DOI: 10.1063/PT.3.3683

The Rosetta Stone for cosmologists is the cosmic microwave background (CMB), remnant radiation from the surface of last scatter some 380 000 years after the Big Bang. Through increasingly precise microwave-band measurements, most recently by the Planck satellite, scientists have refined their basic model of the universe. Known as ΛCDM, the model posits the existence alongside normal matter of cold (that is, nonrelativistic) dark matter and dark energy in the form of the cosmological constant. Yet for all the useful clues embodied in the CMB, there is a complementary cosmological story to be told by analyzing more modern structures, particularly galaxy clusters.
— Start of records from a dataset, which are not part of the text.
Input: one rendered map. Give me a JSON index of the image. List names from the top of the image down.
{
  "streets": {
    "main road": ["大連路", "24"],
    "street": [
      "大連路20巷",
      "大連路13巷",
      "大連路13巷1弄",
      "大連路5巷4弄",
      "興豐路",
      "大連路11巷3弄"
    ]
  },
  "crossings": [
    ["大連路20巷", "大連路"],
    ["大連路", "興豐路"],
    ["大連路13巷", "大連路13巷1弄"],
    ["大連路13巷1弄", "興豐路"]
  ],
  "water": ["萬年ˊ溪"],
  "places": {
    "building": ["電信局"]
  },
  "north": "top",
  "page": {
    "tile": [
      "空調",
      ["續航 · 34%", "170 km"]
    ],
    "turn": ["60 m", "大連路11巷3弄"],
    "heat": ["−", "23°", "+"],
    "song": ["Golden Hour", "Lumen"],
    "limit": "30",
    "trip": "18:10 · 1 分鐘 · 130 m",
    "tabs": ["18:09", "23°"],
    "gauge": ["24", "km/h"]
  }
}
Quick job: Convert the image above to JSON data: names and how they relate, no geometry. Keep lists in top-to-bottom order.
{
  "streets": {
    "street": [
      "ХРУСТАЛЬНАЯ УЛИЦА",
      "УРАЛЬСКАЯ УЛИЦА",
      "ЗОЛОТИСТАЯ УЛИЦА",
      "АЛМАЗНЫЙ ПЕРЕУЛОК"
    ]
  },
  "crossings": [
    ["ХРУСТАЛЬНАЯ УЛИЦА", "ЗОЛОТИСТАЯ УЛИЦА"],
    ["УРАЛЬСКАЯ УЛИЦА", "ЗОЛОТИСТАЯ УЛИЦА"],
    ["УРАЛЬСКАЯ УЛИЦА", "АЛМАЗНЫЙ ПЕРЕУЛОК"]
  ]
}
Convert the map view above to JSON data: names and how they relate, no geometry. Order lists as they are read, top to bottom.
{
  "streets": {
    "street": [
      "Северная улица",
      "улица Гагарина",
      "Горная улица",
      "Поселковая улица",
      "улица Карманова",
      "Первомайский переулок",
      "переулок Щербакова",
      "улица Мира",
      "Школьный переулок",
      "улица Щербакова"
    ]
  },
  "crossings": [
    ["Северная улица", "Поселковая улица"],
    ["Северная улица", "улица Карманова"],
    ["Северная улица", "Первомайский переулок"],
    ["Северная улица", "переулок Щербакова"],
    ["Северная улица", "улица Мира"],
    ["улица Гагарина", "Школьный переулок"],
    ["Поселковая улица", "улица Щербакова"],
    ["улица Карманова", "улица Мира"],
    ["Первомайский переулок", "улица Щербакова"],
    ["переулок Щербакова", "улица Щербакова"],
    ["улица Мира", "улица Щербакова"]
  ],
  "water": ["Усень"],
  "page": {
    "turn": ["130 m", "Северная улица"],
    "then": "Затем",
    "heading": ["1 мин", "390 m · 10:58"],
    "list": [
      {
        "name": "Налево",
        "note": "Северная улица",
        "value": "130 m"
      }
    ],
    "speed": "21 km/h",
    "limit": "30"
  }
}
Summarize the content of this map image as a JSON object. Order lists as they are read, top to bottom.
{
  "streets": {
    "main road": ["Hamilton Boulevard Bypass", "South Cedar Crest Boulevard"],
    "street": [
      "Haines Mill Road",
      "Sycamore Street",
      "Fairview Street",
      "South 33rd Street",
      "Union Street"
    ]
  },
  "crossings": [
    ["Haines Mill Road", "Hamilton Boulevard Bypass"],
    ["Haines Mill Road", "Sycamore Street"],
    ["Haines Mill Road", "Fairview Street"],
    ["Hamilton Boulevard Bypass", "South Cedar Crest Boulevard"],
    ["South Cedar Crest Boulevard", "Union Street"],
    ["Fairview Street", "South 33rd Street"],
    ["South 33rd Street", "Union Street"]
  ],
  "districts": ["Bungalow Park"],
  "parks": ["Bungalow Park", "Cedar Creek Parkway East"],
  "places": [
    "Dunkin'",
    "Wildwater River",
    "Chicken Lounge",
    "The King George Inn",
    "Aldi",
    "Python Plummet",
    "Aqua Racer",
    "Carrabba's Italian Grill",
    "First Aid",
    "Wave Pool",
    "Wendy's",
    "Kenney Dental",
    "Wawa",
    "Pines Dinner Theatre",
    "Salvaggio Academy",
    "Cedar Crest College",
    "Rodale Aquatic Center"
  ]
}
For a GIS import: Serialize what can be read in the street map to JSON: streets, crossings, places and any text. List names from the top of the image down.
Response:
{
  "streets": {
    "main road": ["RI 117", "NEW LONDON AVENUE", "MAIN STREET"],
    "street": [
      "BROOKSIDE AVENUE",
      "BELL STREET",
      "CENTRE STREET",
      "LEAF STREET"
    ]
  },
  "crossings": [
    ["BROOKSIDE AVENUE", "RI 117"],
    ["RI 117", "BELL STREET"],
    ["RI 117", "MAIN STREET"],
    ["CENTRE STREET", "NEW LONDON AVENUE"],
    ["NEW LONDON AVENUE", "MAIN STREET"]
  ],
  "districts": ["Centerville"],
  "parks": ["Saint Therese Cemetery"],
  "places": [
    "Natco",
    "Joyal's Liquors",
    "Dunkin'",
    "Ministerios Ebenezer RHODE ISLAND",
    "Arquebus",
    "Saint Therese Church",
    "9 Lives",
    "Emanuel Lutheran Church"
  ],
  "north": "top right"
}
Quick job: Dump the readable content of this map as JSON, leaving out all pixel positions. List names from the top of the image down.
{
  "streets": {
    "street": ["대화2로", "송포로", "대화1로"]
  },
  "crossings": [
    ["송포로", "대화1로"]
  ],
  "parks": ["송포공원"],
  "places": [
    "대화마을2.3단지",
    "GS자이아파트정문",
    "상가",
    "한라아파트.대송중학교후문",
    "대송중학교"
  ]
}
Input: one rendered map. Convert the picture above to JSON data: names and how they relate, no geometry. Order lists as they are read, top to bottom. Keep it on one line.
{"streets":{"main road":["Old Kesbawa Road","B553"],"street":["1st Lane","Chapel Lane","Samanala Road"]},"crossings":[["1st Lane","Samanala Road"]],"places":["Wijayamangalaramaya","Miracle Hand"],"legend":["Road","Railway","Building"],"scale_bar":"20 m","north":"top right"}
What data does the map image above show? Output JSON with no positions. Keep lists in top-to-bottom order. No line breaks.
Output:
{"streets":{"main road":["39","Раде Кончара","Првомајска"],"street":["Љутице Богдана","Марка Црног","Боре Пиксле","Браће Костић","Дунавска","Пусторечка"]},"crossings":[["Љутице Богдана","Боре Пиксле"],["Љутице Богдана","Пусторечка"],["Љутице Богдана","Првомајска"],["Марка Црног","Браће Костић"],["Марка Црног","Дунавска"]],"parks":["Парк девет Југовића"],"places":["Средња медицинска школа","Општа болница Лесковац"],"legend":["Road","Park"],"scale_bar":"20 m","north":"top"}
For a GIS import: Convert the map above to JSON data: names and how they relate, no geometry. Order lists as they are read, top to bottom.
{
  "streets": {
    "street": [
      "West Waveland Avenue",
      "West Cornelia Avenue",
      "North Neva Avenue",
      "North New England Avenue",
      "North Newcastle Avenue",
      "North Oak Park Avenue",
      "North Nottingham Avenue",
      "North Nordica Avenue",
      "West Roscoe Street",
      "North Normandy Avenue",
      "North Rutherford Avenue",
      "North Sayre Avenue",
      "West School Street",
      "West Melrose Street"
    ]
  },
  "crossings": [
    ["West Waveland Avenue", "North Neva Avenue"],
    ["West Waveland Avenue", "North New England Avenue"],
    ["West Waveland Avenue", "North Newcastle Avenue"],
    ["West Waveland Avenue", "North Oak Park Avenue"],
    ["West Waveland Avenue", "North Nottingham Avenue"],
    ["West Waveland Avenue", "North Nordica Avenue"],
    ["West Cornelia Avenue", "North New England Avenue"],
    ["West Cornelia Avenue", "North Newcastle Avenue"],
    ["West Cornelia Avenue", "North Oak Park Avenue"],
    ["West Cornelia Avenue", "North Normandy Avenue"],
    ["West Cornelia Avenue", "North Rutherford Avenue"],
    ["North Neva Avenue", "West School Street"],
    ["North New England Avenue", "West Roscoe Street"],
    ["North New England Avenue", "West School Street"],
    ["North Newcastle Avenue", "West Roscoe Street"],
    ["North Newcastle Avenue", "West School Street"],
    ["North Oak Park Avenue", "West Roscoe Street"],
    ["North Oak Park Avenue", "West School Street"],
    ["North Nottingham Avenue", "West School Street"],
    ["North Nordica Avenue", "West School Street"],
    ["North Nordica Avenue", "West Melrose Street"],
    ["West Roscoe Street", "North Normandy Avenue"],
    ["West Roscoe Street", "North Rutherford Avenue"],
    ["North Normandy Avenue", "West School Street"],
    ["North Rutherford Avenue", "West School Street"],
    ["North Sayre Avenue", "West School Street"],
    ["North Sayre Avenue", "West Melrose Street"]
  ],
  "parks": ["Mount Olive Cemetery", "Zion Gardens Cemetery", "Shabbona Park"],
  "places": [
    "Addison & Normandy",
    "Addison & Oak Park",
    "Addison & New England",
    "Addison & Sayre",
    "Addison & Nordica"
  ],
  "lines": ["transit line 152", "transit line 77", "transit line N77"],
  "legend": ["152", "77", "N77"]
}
Enter the Dark Energy Survey, a galactic census of unprecedented detail conducted with a 570-megapixel camera mounted on a 4-meter optical telescope in Chile (see the article by Josh Frieman, Physics Today, April 2014, page 28 ). In the first phase of the project, conducted over five-plus months in 2013–14, researchers charted 26 million galaxies in 1300 square degrees of sky (see the map). They focused on two features: the spatial distribution of the galaxies and the distortions in the galaxies’ apparent shape as their light was weakly gravitationally lensed by 650 000 foreground galaxies.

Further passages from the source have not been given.